Deux lampes tempête jettent leur clarté tremblotante sur les détails de notre réduit. Des scribes, penchés sur une table bancale, grattent leur papier avec ardeur et mettent en ordre toutes les paperasses pour permettre d’évacuer les soldats au plus tôt. Aussitôt que la pochette qui contient les « passeports » du blessé est en état, je l’accroche à sa capote et quand ils sont assez nombreux, un appel est fait. Je les guide dehors où la fraîcheur de la nuit d’automne les fait frissonner ; une automobile les attend qui les emporte vers une tente Bessoneaux où l’on les garde jusqu’à l’arrivée du train.

Le souvenir de cette nuit affreuse restera longtemps dans ma mémoire. J’en ai vu qui se cramponnaient à moi pour obtenir un mot d’espoir, comme des enfants. Il fallait que je les prenne dans mes bras, que je les berce pour ainsi dire, que je les console de mon mieux … Mais ils souffraient tant… et puis ils étaient si nombreux, je ne pouvais trop longtemps rester auprès du même.

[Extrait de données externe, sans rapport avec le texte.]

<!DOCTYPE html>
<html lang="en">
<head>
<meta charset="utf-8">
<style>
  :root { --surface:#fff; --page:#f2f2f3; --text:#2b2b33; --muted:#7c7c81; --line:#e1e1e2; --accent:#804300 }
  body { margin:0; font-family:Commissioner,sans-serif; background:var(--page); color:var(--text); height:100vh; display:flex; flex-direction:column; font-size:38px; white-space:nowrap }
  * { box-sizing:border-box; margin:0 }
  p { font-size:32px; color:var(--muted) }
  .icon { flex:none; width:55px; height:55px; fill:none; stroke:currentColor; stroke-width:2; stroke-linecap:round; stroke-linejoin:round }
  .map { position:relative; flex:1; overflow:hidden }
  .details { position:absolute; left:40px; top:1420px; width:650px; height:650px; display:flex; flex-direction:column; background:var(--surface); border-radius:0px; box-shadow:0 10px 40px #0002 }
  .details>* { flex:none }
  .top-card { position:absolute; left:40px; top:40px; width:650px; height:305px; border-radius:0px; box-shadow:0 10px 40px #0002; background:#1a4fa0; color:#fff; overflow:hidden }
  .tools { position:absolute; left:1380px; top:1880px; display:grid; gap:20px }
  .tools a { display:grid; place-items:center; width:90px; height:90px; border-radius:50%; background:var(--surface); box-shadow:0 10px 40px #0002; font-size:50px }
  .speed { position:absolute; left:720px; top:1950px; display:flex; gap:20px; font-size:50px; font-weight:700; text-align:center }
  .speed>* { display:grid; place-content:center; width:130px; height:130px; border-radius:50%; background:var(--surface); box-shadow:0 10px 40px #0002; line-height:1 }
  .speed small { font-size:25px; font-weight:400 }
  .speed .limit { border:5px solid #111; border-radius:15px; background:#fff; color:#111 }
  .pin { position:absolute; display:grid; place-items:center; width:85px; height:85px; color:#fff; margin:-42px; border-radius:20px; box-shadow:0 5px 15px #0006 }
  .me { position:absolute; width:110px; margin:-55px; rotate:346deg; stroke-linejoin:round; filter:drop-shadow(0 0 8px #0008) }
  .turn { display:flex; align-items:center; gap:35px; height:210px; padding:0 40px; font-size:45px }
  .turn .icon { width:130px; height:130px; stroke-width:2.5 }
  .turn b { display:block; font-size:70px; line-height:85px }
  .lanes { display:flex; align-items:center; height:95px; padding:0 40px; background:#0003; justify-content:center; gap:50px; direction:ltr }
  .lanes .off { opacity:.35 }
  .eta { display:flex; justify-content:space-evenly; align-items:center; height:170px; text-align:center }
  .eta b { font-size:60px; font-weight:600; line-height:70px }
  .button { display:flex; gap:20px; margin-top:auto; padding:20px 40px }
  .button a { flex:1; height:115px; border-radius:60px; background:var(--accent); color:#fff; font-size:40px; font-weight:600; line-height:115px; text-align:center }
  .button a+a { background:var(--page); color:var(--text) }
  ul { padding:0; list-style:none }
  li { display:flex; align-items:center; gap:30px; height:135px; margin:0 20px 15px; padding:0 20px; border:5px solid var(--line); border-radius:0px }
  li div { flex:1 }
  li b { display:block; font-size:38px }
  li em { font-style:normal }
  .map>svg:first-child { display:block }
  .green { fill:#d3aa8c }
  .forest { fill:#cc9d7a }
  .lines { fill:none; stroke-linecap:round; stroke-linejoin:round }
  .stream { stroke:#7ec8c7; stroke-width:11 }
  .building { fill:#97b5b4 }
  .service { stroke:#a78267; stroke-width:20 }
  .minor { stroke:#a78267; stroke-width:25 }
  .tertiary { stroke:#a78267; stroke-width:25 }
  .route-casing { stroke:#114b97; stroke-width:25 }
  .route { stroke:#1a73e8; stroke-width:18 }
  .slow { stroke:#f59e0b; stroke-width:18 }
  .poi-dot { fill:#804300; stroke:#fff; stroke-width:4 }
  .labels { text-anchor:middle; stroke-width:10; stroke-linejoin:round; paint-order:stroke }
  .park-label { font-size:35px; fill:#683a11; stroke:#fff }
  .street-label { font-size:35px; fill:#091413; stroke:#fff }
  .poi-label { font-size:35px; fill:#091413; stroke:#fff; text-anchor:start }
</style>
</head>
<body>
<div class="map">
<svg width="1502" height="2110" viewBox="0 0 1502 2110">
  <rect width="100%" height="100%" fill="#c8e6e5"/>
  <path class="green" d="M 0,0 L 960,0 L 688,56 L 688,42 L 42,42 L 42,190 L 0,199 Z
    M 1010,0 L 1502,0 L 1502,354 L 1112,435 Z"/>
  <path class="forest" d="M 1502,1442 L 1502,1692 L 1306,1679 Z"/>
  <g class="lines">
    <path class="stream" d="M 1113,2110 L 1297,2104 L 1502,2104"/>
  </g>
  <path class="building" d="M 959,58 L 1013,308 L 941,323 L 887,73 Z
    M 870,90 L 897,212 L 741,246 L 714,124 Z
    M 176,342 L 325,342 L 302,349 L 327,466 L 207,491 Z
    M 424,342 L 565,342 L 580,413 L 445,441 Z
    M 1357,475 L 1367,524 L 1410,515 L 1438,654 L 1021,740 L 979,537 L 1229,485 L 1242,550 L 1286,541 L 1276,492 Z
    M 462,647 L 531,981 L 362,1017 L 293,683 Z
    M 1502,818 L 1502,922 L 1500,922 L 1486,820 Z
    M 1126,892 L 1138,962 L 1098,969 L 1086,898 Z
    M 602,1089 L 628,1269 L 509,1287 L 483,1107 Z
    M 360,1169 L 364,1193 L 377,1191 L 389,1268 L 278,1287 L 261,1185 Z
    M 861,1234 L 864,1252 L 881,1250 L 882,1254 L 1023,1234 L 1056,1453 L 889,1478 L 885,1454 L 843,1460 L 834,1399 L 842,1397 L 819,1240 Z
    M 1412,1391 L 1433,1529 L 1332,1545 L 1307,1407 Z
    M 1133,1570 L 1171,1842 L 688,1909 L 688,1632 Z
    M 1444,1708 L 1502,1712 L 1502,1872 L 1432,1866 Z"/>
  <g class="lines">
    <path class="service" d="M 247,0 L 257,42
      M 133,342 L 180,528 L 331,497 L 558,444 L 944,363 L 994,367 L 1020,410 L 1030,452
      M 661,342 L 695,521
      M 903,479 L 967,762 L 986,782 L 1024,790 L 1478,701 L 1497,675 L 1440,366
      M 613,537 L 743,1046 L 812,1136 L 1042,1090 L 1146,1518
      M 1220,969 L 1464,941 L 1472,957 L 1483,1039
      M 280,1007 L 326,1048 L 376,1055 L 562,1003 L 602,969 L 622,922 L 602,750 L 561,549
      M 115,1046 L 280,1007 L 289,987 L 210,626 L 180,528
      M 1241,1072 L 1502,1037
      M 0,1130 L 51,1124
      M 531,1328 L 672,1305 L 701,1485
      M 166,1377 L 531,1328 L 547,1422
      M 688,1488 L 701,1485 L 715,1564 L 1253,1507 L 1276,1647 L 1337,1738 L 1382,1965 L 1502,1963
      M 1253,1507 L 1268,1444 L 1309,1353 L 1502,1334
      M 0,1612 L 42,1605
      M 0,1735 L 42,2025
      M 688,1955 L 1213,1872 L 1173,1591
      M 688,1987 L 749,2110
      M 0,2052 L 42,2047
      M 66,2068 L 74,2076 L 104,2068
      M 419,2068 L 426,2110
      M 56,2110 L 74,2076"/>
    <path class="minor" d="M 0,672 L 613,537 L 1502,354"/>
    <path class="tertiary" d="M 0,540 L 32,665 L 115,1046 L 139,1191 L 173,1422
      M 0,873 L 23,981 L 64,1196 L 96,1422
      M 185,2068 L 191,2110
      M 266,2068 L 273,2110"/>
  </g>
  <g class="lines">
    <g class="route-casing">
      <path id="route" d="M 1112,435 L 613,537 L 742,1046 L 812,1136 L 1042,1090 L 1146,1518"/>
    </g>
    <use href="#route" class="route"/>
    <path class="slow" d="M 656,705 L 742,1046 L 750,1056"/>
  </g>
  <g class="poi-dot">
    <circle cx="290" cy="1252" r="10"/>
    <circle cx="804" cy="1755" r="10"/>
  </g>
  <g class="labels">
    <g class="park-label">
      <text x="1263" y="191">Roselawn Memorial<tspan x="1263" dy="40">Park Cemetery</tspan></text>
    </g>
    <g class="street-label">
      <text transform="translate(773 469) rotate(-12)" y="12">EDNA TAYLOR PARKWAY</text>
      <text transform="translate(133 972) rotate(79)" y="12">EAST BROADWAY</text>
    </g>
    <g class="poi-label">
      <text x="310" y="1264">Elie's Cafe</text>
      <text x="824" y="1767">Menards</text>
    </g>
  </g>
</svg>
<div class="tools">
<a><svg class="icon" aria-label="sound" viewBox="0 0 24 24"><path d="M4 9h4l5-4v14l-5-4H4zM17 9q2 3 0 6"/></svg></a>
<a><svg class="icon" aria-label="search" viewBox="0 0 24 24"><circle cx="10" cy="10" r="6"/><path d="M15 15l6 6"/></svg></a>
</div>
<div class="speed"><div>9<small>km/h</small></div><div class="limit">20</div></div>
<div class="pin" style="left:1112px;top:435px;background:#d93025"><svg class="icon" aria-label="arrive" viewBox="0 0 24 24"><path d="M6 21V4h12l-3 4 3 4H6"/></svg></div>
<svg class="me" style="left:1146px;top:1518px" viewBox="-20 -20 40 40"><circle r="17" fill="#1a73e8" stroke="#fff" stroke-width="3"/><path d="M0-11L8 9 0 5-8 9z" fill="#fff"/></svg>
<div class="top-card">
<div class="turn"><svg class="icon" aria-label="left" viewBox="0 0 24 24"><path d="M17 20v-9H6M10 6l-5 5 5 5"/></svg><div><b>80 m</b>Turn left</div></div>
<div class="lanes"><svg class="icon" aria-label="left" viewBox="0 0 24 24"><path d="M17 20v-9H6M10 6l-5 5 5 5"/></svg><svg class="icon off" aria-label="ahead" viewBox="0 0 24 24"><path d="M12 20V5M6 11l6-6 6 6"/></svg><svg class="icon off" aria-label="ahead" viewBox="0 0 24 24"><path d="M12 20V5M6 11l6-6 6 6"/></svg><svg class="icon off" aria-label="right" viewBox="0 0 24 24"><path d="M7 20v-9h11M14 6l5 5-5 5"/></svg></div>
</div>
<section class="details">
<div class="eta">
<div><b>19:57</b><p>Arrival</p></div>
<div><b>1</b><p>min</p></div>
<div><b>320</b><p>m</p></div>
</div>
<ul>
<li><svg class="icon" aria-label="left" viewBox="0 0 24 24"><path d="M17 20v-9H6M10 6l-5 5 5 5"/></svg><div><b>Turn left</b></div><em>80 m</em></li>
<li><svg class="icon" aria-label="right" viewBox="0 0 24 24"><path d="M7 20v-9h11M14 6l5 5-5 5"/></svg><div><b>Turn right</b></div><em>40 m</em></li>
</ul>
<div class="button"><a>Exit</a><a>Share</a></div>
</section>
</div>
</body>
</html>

Ils nous disent : « Oh, nous regrettons surtout de ne pas vous voir pour graver vos traits dans nos mémoires. » J’ai vu un petit maréchal des logis de 20 ans prêt à partir, refuser de prendre l’auto qui l’aurait amené vers le repos parce que son servant, un pépère à barbe grise, n’était pas prêt et ne pouvait se joindre à son convoi. J’ai vu un gamin de 22 ans pleurer comme un bébé parce qu’il lui fallait quitter son officier avec qui il combattait depuis le début. « Il est si bon et si brave, disait-il, ah, le chic type ! »

J’ai vu enfin deux petits bretons, deux cousins, Jean et Joseph Le Guerne, tous deux aveugles et tremblants, supplier qu’on ne les sépare pas. Je les avais assis côte à côte, et la main dans la main, ils attendaient patiemment, s’inquiétant mutuellement si la souffrance de l’autre n’était pas pire que la sienne, ne se plaignant pas mais hochant douloureusement la tête et passant de temps en temps leur main noircie sur leur front moite comme pour prier leur esprit de venir en aide à leur corps torturé. Quand vint pour eux le moment du départ, je les menai auprès de l’auto et les recommandais au conducteur, puis les quittant, je leur dis :
— Vous allez vous tenir par la main et ne pas vous lâcher, serrez bien fort ! ajoutai-je. Et l’un des pauvres êtres me répondit avec une conviction profonde :
— Oh, je le tiens bien allez, madame, je ne le lâcherai pas !

C’était ma main à moi qu’il n’avait pas encore quittée et qu’il serrait si fort, croyant tenir celle de son frère. Je regardai l’infirmier qui m’aidait et échangeai avec lui un sourire navré. Tous deux, nous étions émus jusqu’aux larmes.

L’aube se leva terne et sale, triste elle aussi, effroyablement. Les arrivées diminuaient. Lorsque l’équipe de jour vint nous relever, il n’y avait plus que très peu de gazés à soigner. En rentrant au cantonnement, je vis de loin la longue file qui descendait vers le quai d’embarquement où un train sous pression les attendait pour fuir ces lieux terrifiants.